◆ Dataset
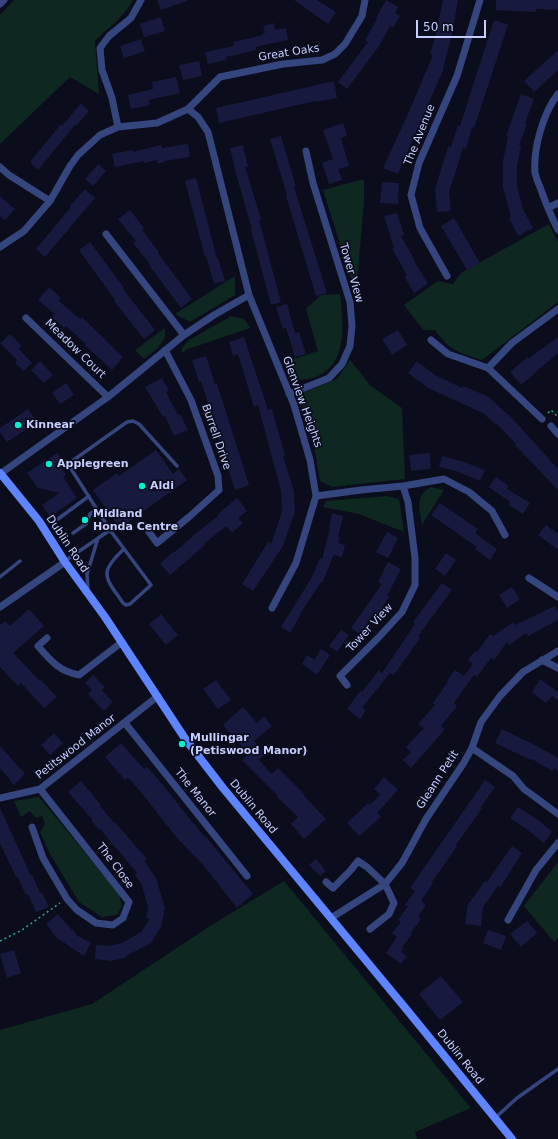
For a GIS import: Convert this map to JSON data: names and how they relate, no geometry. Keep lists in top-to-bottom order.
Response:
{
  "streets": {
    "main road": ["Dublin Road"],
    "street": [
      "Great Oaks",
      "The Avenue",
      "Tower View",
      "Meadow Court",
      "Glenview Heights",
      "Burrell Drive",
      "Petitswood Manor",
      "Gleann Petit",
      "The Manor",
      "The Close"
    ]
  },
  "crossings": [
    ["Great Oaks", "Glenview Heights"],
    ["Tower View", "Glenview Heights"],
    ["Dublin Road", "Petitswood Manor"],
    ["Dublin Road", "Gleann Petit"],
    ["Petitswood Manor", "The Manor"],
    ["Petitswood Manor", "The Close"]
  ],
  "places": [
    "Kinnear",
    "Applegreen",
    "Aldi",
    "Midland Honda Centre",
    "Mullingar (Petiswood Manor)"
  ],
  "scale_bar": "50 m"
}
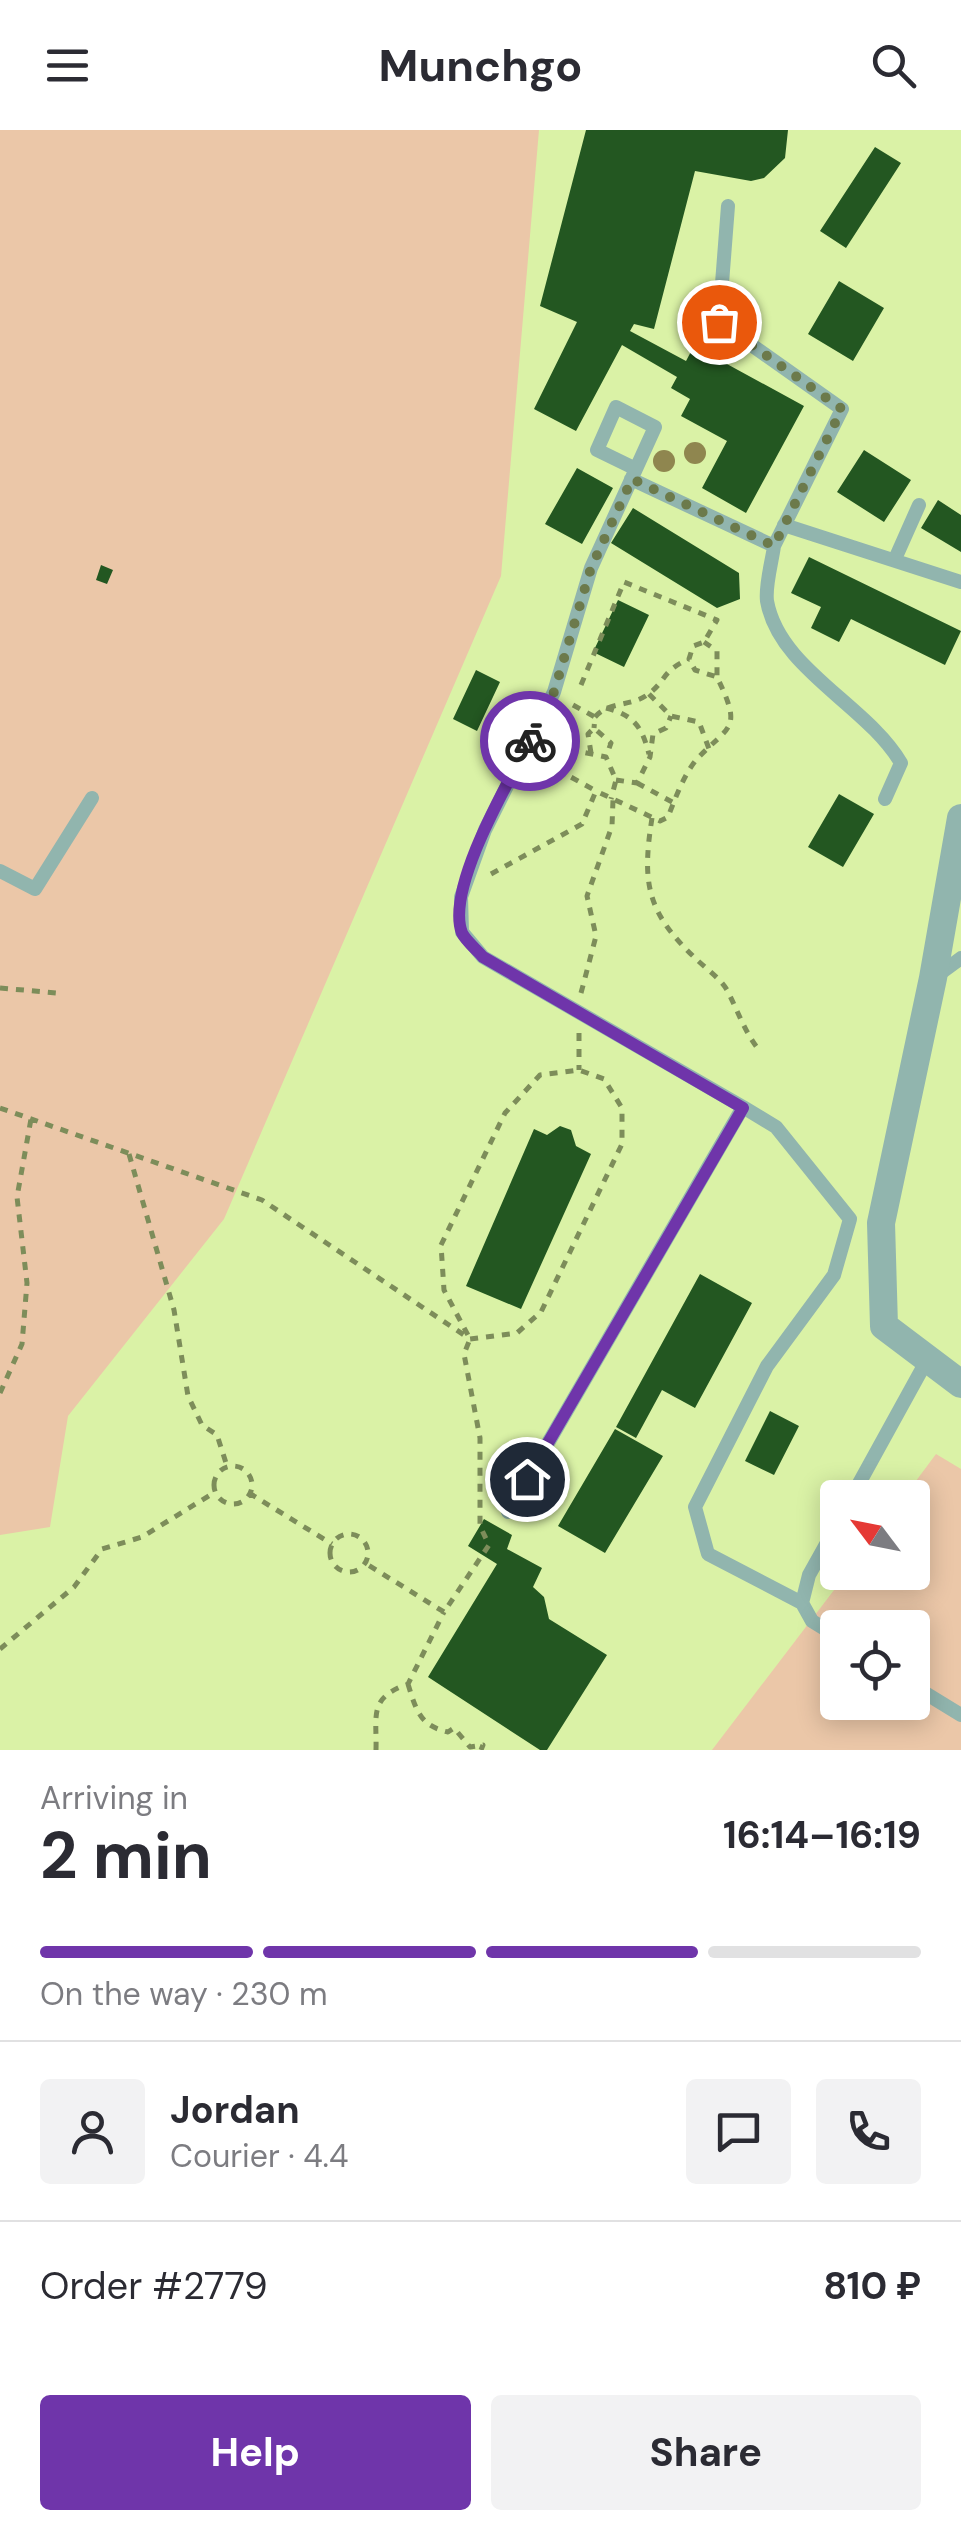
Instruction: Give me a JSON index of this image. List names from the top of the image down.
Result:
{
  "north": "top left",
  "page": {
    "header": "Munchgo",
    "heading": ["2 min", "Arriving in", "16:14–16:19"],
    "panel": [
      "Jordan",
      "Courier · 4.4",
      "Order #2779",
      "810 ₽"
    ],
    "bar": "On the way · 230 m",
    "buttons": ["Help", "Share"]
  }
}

◆ Problem requirements
Reproduce each line of the material containing the word "JSON".

◆ Result
For a GIS import: Convert this map to JSON data: names and how they relate, no geometry. Keep lists in top-to-bottom order.
Instruction: Give me a JSON index of this image. List names from the top of the image down.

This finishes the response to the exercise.